*YOUR GOAL*
Looking at the data below, state how many lines contain "River". No other words are wanted.
------ RECORDS SUPPLIED ------
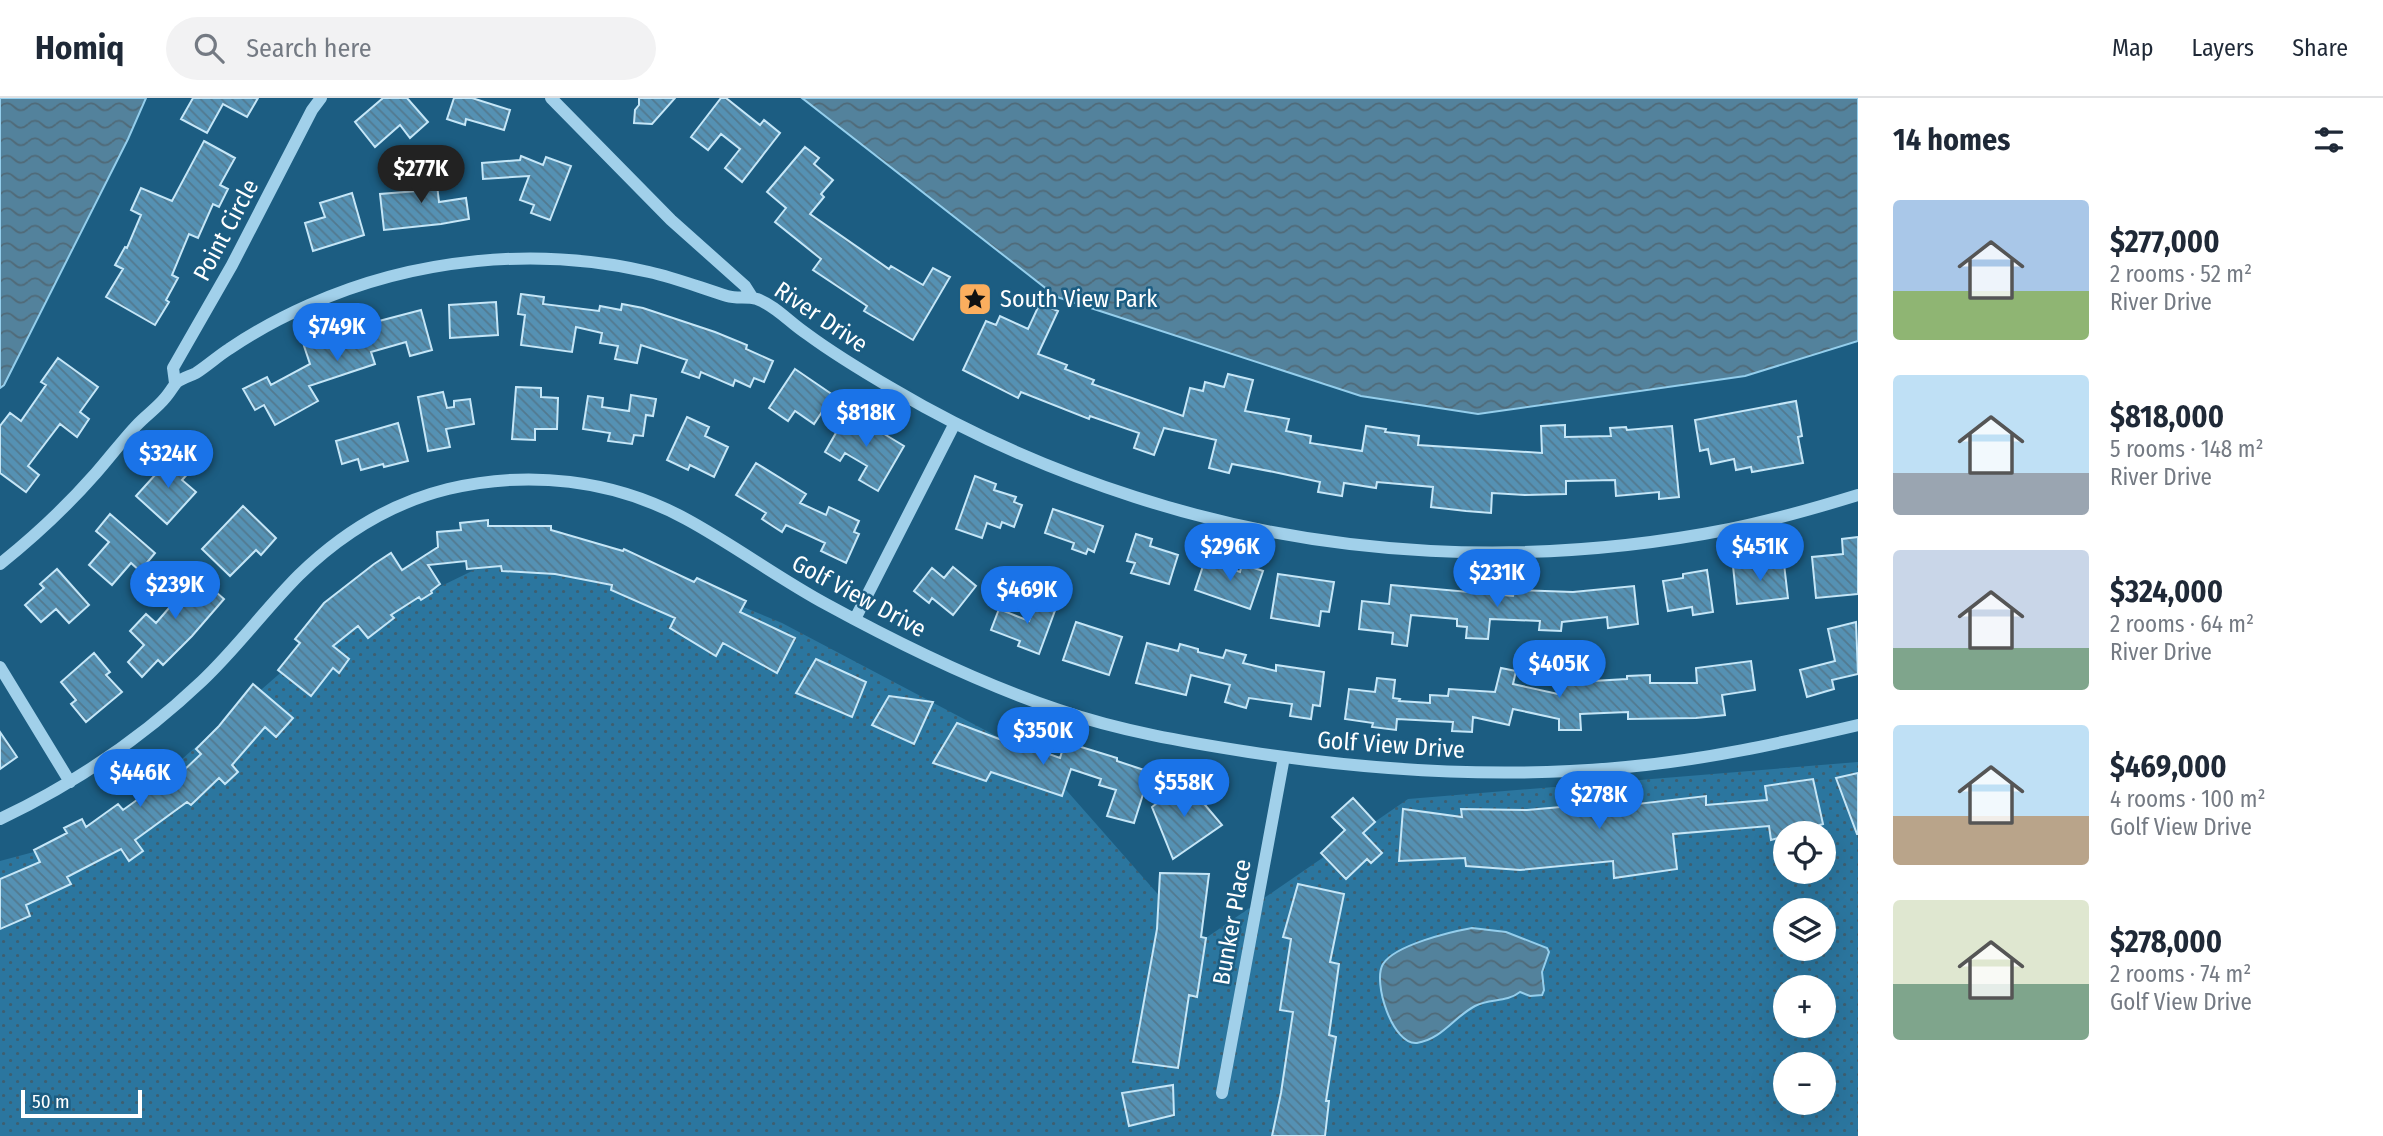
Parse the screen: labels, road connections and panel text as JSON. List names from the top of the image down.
{
  "streets": {
    "street": [
      "Point Circle",
      "River Drive",
      "Golf View Drive",
      "Bunker Place"
    ]
  },
  "crossings": [
    ["Point Circle", "River Drive"],
    ["Golf View Drive", "Bunker Place"]
  ],
  "places": {
    "place": ["South View Park"]
  },
  "scale_bar": "50 m",
  "page": {
    "header": "Homiq",
    "search": "Search here",
    "nav": ["Map", "Layers", "Share"],
    "heading": "14 homes",
    "price": [
      "$277K",
      "$749K",
      "$818K",
      "$324K",
      "$296K",
      "$451K",
      "$231K",
      "$239K",
      "$469K",
      "$405K",
      "$350K",
      "$446K",
      "$558K",
      "$278K"
    ],
    "list": [
      {
        "name": "$277,000",
        "note": "2 rooms · 52 m² · River Drive"
      },
      {
        "name": "$818,000",
        "note": "5 rooms · 148 m² · River Drive"
      },
      {
        "name": "$324,000",
        "note": "2 rooms · 64 m² · River Drive"
      },
      {
        "name": "$469,000",
        "note": "4 rooms · 100 m² · Golf View Drive"
      },
      {
        "name": "$278,000",
        "note": "2 rooms · 74 m² · Golf View Drive"
      }
    ],
    "map_buttons": ["+", "−"],
    "scale": "50 m"
  }
}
------
*SOLUTION FOR THIS EXERCISE*
5